Photographer Margerita B. Wargola was just going in for a routine eye exam at the hospital but ended up leaving with her eyes a shocking, bright neon green.
At the doctor's office, the nurse practitioner was prepping Wargola for a test with a machine that Wargola had experienced before. Before the test started, Wargola presumed the nurse had dropped some saline into her eyes, as they were feeling dry. After she blinked, everything went yellow.
Wargola and the nurse initially panicked. Neither knew what was going on as Wargola suddenly had yellow vision and radioactive-looking green eyes. After the initial shock, both realized the issue: the nurse forgot to ask Wargola to remove her contact lenses before putting contrast drops in her eyes for the exam. Wargola and the nurse quickly removed the lenses from her eyes and washed them thoroughly with saline. Fortunately, Wargola's eyes were unharmed. Unfortunately, her contacts were permanently stained and she didn't bring a spare pair.
- YouTube youtube.com
Since she has poor vision, Wargola was forced to drive herself home after the eye exam wearing the neon-green contact lenses that make her look like a member of the Green Lantern Corps. She couldn't help but laugh at her predicament and recorded a video explaining it all on social media. Since then, her video has sparked a couple Reddit threads and collected a bunch of comments on Instagram:
“But the REAL question is: do you now have X-Ray vision?”
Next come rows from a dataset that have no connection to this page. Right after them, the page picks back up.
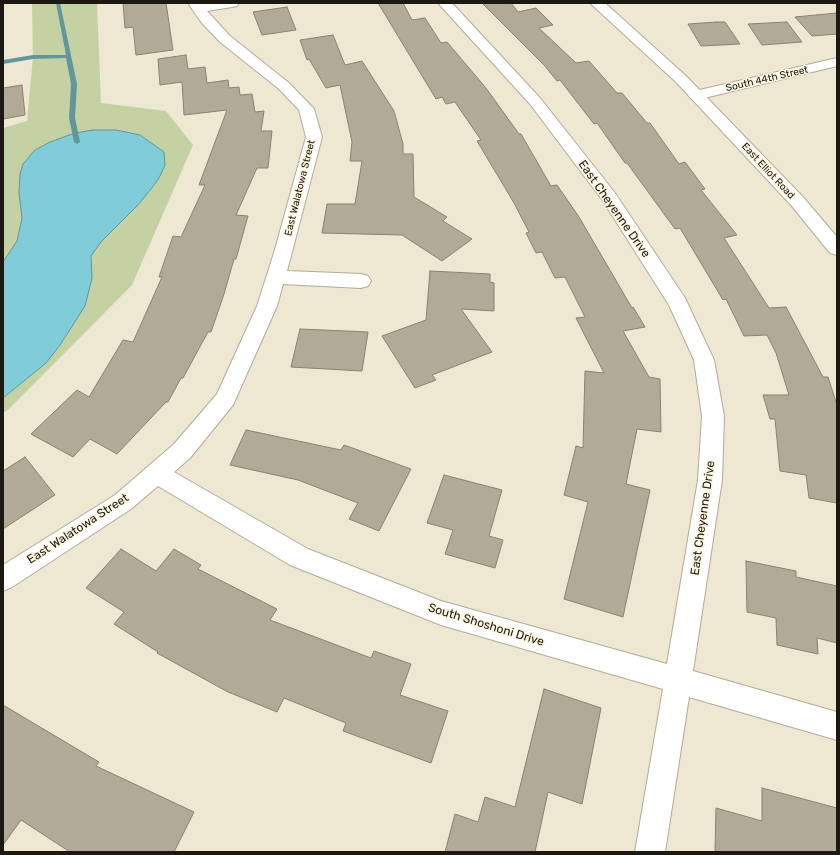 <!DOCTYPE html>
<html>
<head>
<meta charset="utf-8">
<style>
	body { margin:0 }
	#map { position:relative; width:840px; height:855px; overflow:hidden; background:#eee7d2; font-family:Rubik,sans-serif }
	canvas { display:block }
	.frame { position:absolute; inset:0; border:4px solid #1b1911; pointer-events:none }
</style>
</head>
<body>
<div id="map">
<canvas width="840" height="855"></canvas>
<div class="frame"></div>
</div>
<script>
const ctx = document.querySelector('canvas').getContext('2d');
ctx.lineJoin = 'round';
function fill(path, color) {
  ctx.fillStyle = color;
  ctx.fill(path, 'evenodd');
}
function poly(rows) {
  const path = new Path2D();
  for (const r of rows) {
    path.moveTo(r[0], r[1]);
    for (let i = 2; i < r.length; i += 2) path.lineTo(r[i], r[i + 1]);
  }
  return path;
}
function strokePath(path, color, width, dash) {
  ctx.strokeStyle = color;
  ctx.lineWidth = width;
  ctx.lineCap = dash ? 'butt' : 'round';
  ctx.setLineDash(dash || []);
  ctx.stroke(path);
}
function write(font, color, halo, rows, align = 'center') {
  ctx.font = font + ' Rubik,sans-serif';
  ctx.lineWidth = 3;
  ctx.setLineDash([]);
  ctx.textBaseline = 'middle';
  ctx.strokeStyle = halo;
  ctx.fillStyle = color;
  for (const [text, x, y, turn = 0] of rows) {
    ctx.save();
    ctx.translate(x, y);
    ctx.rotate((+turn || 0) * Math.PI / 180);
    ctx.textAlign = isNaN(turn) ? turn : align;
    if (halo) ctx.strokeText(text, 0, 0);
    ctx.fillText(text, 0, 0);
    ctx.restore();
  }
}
fill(poly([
	[32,3,97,3,101,103,166,111,193,145,132,285,9,409,3,413,3,128,27,121,33,57]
]), '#c4d2a3');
const water = poly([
	[93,130,116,130,140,135,164,152,165,165,159,178,151,189,138,205,101,242,91,256,92,278,85,306,60,345,46,363,3,398,3,262,17,241,22,218,19,193,20,174,23,164,35,150,50,142,75,133,93,130]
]);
fill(water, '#80ccd8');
strokePath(water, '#62969c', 1);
fill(poly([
	[56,3,60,3,77,84,75,118,80,142,77,144,74,142,69,118,71,84,66,58,33,59,3,64,3,60,33,55,66,55,56,3]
]), '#62969c');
const building = poly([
	[123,3,166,3,173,50,136,55,133,27,125,28,123,3],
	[378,3,403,3,412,20,425,18,441,43,447,42,486,88,519,134,521,134,551,186,557,185,579,217,632,308,633,307,645,327,623,331,649,377,660,379,661,432,637,429,626,484,650,490,623,617,564,599,588,502,564,495,576,446,583,448,585,371,604,373,576,318,585,317,565,277,555,278,542,252,536,253,526,233,529,232,514,203,477,141,481,140,455,102,446,104,442,97,436,99,378,3],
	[482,3,511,3,518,12,536,8,553,25,539,28,576,63,589,61,617,93,622,93,647,123,650,123,679,164,685,162,705,189,701,190,737,235,724,238,769,308,786,307,823,377,828,377,837,405,837,503,809,498,806,475,780,471,775,419,770,419,763,395,789,395,776,353,767,335,744,336,726,299,723,300,680,228,675,229,627,163,625,163,597,123,594,124,560,80,557,81,544,65,482,3],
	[287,7,296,30,262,35,253,12,287,7],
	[837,13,837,34,812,36,795,17,837,13],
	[716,22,725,22,740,44,701,46,688,24,716,22],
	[787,22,802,42,762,45,748,24,787,22],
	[333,35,345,65,362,61,394,111,403,144,403,154,413,154,414,197,447,217,443,221,472,239,442,261,402,235,322,233,327,204,355,204,362,161,350,161,352,142,340,85,326,88,309,59,307,60,300,40,333,35],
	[186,55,188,69,205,67,207,83,228,80,229,88,239,87,240,95,252,94,255,112,264,111,261,131,272,131,268,168,257,168,236,215,248,216,236,259,234,259,224,294,211,332,208,332,183,378,181,378,168,402,166,402,117,454,90,439,73,457,31,434,77,390,89,397,123,340,133,342,162,277,159,277,173,236,181,237,205,185,199,185,227,110,184,115,182,82,160,85,158,59,186,55],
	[22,85,25,115,3,119,3,88,22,85],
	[430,271,490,274,490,282,494,283,494,311,461,309,492,352,432,375,436,380,415,388,382,336,426,320,430,271],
	[300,329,368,332,362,371,291,367,300,329],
	[246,430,341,450,344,445,411,469,379,531,349,519,358,503,298,480,230,465,246,430],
	[25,457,55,495,3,529,3,471,25,457],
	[444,475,502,490,489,536,503,540,495,568,445,554,453,530,427,523,444,475],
	[121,549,156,571,174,549,201,565,198,569,277,609,270,620,371,658,374,651,411,664,400,695,448,711,431,763,343,731,346,723,284,698,277,712,228,692,157,653,158,652,114,624,124,612,86,588,121,549],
	[746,561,796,571,796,577,837,586,837,643,817,638,818,654,777,645,776,618,747,612,746,561],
	[544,689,601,708,582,804,548,792,535,852,445,852,455,814,478,822,485,797,515,807,544,689],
	[3,705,99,762,96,766,194,812,174,852,70,852,21,820,3,845,3,705],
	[762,788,837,808,837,852,715,852,716,808,762,821,762,788]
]);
fill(building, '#b1aa96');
strokePath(building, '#89826f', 1);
const minor = poly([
	[188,3,239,3,237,6,232,7,207,11,230,36,289,83,314,109,322,137,287,271,361,274,368,276,371,281,368,286,361,288,283,284,277,306,233,405,190,458,174,472,308,549,441,601,667,664,698,480,702,416,694,360,669,305,603,201,530,104,438,3,452,3,540,98,615,193,685,298,714,360,724,416,722,480,693,671,837,712,837,740,689,697,665,852,635,852,663,689,441,625,290,565,158,486,131,509,12,587,3,591,3,565,115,495,174,444,217,394,257,306,274,253,306,137,299,110,279,89,220,42,201,22,188,3],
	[837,58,837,66,696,100,691,98,688,95,691,92,837,58]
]);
const secondary = poly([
	[590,3,605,3,686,76,803,197,837,237,837,255,830,253,791,205,676,82,590,3]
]);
strokePath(minor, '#b2ab97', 2);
strokePath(secondary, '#b2ab97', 2);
fill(minor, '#fff');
fill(secondary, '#fff');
write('10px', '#1b1911', '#fcf5df', [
	["South 44th Street",767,79,-13],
	["East Elliot Road",768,171,47],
	["East Walatowa Street",300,188,-76]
]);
write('12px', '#1b1911', '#fcf5df', [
	["East Cheyenne Drive",614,209,55],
	["East Cheyenne Drive",703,518,-82],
	["East Walatowa Street",78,529,-33],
	["South Shoshoni Drive",486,625,17]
]);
</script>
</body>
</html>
“You can just say you're a superhero.”
“I would make a few stops on the way home just to freak some people out!”
“I would have lived it up! Grab a coffee, do grocery shopping, walk around a shopping center.”
“This one would pair well with that girl who ate something with turmeric with her invisalign on and walked around Paris smiling at people with seemingly BRIGHT YELLOW TEETH.”
“I would save those for fancy special occasions! WOW!”
“Every time I'd stop I'd turn slowly and stare at the person in the car next to me.”
“Keep them. Tell people what to do. They’ll do your bidding.”
In a follow-up Instagram video, Wargola showed her followers that she was safe at home with normal eyes, showing that the damaged contact lenses were so stained that they turned the saline solution in her contacts case into a bright Gatorade yellow. She wasn't mad at the nurse and, in fact, plans on keeping the lenses to wear on St. Patrick's Day or some other special occasion.
While no harm was done and a good laugh was had, it's still best for doctors, nurses, and patients alike to double-check and ask or tell if contact lenses are being worn before each eye test. If not, there might be more than ultra-green eyes to worry about.